Tagged: “Forgiveness Process”
To what extent do you think a person should revisit the injustice, feel the emotions from that time, and relive the event in order to gain insight into how to confront all of this now? I am concerned that such revisiting could induce re-traumatization.
The process of forgiveness does not require that the other revisit the event of the injustice. Instead, the big question from that past time is this: Was I truly treated unjustly? If the answer is “yes,” then the goal is to examine, not the actual past event, but instead the current effects of that event on the person now. So, re-traumatization is not likely to occur because the person definitely is not asked to revisit in detail that past event. We have to realize that some degree of trauma exists now, if the injustice is deep. So, it is not that the potential forgiver is revisiting negative feelings. Instead, it is the case that the person is examining current negative feelings that now can be changed to more adaptive emotions and reactions.
Perseverance versus Novelty in Establishing Forgiveness Programs
What is one of the biggest impediments to forgiveness interventions in schools, homes, and organizations?
Having implemented research-based and service programs of forgiveness since about 1990, I can say that one of the most significant challenges is the quest for novelty, for that new, cutting edge activity that fills people with a short-term rush of enthusiasm. When novelty becomes an end in and of itself, it is then that it becomes an impediment to the slow and steady build up of the moral virtue of forgiveness in hearts, homes, and communities. This is the case because the newly popular can extinguish that which has been there for years.
The philosopher Blaise Pascal emphasized that one of the major distractions to growing as persons is what he called diversion. In his book, Pensees, Pascal spends a lot of time discussing this issue of diversion, or being so busy with whatever is preoccupying the person at present that there is no time to contemplate what is important in life.

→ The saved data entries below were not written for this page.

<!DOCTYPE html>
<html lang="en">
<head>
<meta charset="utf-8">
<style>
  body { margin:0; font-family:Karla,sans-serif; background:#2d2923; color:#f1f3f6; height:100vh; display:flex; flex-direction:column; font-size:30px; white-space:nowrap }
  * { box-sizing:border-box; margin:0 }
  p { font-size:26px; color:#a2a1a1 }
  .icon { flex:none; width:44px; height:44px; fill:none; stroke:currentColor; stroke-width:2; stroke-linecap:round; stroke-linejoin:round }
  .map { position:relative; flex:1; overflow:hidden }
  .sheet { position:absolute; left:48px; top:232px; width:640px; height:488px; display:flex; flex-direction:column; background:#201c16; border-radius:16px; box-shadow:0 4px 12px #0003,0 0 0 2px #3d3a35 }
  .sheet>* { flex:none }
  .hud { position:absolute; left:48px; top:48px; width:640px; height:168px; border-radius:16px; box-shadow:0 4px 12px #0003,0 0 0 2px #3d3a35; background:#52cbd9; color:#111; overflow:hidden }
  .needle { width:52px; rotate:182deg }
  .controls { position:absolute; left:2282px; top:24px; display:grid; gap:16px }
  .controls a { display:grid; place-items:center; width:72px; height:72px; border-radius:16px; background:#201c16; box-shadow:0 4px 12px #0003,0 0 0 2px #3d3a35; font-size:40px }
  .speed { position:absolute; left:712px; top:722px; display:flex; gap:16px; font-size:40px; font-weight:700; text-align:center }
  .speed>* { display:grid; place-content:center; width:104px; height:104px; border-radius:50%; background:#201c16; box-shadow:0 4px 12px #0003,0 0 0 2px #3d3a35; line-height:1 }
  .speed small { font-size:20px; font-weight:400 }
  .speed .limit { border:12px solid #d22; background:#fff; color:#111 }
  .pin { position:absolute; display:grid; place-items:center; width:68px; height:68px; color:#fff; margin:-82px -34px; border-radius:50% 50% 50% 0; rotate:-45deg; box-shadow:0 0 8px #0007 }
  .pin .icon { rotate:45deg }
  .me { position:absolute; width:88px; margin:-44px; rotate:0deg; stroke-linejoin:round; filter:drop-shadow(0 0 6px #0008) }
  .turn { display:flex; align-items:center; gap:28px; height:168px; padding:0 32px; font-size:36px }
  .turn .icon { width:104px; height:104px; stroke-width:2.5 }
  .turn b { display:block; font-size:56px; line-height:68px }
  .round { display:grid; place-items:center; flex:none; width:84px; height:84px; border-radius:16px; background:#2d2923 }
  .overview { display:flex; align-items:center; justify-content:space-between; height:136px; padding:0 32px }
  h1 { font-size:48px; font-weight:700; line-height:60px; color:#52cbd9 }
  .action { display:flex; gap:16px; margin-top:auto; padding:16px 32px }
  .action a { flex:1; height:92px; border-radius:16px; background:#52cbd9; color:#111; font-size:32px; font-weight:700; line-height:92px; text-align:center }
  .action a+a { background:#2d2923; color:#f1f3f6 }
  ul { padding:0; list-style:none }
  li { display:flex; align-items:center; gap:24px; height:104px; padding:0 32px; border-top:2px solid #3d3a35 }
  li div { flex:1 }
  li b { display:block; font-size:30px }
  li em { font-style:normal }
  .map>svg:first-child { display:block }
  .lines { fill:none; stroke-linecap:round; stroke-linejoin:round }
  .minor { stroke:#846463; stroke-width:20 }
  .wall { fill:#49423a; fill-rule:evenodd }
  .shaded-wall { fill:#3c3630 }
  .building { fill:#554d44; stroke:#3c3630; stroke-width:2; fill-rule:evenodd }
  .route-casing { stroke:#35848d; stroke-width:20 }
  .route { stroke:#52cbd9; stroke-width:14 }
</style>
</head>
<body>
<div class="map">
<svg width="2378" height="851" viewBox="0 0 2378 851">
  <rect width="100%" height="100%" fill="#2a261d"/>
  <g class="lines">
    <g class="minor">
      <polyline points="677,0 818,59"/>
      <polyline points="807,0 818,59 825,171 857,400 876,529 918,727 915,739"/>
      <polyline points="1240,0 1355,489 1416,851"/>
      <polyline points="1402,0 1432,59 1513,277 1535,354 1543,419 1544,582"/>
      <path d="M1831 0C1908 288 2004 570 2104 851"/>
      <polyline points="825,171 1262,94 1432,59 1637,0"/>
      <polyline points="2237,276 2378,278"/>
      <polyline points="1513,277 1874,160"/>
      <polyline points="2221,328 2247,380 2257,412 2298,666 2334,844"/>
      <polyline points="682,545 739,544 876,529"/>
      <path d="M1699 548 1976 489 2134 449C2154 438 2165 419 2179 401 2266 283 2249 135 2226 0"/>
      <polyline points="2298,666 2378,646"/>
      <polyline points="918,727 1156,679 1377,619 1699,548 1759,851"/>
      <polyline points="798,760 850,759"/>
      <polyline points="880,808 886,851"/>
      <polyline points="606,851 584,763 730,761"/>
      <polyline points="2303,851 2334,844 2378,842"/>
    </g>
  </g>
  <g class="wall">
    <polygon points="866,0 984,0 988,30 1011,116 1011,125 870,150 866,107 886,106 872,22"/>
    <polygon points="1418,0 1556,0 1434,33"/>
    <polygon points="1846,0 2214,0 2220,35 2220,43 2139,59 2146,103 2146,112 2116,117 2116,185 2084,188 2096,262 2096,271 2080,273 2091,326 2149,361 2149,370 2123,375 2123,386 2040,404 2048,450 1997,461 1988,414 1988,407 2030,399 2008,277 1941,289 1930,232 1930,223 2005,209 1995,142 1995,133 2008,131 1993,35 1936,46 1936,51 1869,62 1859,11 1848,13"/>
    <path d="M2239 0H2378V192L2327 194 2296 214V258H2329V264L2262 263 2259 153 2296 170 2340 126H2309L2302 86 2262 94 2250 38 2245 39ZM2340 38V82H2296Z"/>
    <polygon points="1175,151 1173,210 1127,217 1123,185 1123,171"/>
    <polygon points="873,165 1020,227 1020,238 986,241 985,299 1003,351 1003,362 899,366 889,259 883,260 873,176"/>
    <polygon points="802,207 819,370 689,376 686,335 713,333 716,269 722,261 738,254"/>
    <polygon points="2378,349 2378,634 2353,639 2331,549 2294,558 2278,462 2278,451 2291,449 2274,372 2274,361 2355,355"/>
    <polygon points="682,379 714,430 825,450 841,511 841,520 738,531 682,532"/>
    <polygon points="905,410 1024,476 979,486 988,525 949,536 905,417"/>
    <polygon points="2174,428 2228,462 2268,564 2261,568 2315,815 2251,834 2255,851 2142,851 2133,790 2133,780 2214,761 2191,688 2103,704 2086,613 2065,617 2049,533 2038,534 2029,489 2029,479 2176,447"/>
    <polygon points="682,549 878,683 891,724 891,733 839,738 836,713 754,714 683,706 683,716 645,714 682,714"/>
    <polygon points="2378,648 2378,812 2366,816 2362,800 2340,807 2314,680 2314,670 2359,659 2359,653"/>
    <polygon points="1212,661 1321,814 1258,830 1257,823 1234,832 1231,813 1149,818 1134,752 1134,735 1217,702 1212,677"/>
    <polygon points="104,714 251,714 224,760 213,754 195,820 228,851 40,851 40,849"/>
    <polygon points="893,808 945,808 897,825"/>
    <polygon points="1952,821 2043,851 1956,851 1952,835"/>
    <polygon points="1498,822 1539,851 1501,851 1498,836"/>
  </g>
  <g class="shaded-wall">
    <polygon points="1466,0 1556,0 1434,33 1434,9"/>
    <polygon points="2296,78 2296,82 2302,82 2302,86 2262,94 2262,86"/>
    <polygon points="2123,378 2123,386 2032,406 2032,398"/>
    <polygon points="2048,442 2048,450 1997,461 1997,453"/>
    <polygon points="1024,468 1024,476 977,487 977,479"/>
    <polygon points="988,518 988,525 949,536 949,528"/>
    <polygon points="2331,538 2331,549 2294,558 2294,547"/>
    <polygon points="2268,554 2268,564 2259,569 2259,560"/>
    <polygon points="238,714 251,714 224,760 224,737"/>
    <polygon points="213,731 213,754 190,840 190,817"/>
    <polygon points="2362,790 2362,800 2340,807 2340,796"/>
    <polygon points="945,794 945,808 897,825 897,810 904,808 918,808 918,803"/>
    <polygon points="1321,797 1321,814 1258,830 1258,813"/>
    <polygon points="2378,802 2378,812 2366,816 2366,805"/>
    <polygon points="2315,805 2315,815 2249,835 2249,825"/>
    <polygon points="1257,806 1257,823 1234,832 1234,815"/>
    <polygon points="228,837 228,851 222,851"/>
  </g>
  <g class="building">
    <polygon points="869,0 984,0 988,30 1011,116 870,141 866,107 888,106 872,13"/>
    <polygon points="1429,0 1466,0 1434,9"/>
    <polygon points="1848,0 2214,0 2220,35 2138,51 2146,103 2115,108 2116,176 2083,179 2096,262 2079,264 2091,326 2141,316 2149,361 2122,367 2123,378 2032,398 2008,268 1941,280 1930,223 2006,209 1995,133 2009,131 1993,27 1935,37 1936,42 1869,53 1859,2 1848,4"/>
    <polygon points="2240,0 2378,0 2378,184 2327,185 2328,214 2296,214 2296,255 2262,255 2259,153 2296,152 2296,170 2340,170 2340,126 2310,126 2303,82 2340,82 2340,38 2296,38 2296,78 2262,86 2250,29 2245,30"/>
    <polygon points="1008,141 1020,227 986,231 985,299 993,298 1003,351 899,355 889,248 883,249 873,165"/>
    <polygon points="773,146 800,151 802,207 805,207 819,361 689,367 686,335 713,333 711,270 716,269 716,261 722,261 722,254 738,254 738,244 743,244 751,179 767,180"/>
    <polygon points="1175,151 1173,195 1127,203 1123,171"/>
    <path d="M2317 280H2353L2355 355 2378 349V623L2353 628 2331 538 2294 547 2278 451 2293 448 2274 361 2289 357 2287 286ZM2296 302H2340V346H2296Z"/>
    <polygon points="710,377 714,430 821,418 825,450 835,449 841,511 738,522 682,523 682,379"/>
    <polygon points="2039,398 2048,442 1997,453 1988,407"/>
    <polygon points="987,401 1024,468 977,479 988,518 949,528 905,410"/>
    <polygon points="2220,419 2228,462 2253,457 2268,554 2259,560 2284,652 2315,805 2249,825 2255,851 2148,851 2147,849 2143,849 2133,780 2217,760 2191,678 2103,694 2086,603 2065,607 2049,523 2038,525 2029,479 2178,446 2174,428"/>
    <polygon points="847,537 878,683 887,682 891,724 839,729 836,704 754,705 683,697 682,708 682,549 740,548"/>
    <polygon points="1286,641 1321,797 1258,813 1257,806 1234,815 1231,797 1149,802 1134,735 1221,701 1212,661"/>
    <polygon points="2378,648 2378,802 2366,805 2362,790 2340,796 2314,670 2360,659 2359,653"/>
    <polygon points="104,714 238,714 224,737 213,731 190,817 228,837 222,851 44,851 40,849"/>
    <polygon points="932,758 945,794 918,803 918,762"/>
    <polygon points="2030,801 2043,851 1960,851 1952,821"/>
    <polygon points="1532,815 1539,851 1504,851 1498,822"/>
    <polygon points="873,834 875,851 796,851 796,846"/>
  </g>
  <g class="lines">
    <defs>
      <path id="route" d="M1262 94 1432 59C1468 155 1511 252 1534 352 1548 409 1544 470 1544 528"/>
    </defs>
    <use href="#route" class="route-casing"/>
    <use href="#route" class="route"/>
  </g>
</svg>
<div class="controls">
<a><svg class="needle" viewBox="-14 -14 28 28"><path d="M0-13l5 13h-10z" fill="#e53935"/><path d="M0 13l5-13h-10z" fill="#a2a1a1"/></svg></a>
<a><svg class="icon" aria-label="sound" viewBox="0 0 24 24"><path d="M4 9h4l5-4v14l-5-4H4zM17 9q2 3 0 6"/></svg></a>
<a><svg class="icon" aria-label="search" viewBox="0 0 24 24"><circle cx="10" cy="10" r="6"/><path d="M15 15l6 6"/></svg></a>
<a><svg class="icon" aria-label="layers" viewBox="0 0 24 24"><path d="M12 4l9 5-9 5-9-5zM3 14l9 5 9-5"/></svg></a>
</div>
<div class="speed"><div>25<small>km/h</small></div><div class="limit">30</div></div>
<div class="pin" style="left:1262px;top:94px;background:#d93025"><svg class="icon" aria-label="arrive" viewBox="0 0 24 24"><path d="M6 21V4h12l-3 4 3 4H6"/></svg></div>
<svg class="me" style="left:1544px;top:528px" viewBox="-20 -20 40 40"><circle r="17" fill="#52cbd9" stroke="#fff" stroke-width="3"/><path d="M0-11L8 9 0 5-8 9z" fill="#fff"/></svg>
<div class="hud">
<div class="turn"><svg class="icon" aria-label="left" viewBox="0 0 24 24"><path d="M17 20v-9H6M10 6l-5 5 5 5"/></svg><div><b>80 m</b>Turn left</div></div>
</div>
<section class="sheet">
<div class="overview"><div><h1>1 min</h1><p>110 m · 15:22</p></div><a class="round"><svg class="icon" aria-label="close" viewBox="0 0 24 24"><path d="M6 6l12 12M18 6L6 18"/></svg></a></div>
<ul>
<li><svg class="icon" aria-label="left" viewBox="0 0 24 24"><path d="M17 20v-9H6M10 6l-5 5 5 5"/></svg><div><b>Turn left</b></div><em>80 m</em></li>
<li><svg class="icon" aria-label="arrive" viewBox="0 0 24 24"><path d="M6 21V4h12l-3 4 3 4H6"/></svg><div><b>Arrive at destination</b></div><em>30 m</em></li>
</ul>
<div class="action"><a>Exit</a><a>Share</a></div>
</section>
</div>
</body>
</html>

Consider this quotation from #171 in the Pensees: “The only thing which consoles us for our miseries is diversion, and yet this is the greatest of our miseries. For it is this which principally hinders us from reflecting upon ourselves and which makes us insensibly ruin ourselves. Without this we should be in a state of weariness, and this weariness would spur us to seek a more solid means of escaping from it. But diversion amuses us, and leads us unconsciously to death.”
So, even if a family or an organization or even a community discovers the beauty of forgiveness and implements it, then the challenge is this: How do we keep forgiveness present to us instead of latching on to the newest fad, the newest game, the newest social cause that will fade when the next newest-whatever emerges in about a year or two?
This idea of persevering in forgiveness is vital according to Aristotle, who reminds us that it takes much time and effort to grow in any of the moral virtues. We start with questions about what it even means to forgive. As we work out our misconceptions (it is not excusing or automatically reconciling with someone who is harmful), we then begin to practice forgiveness, applying it to those challenging situations in which we are treated unjustly. This can occur in schools as well. Yet, once the new mathematics textbook appears, or the new anti-bullying approach, or the new field trip guidelines, forgiveness as a part of schooling can quietly fade away, as a rowboat does, from the dock, as the moorings are slowing and imperceptibly loosened from the wooden piling. Forgiveness can slowly drift out to sea without anyone even noticing.
The first step in persevering with forgiveness once it is planted in a group is to realize that it could very easily fade away. This kind of consciousness must not be lost. As a second strategy, we all need to take a lesson from Pascal and know that diversion is not necessarily our friend, especially when it comes to growing courageously in the moral virtues and then persevering in practicing them.
Long live forgiveness, even in the face of the temptation of adding more and more diversion into our lives.
Robert
You use the expression, after forgiving, “You now are in control of your anger rather than your anger controlling you.” How do I know if I am in control of the anger?
You can start by asking yourself these questions: 1) Is your anger leading to strained relationships in the family, with friends, and in the workplace? 2) Are you discontented or more settled in your life, even if your circumstances are not the best? 3) Are you less tired than you were before you started to forgive? 4) Are you thinking less about the situation or about the same? If your relationships are doing better (with no displacement of the anger onto others), if you are more settled, less tired, and thinking less about the situation, I would conclude that the anger is no longer controlling you.
Even though I forgive people, I still can get angry when I think back to the person and the situation. It seems to me that I have not forgiven. What do you think?
When we forgive, all of the anger does not necessarily leave us. We still can have residual feelings that include anger, sadness, and disappointment. If these emotions are not frequent and intense, and if you have gone through the forgiveness process and are wishing the other well (even if you cannot reconcile), then I think you are forgiving. This does not mean that there is no more work to do. When the negative emotions surface, consider going through the forgiveness process again. It likely will be quicker and take away, once again, some of the negative emotions.
How important is it for me to follow exactly your 20 steps in your Process Model of Forgiveness?
This process model was not constructed to be a rigid model in which you have to follow the sequence in the exact order. Some of the units will be irrelevant for you and so you can skip them. Sometimes, as you are near the end of the forgiveness process, your anger re-emerges. At that point it may be best to cycle back to the earlier units to once again examine and confront your anger.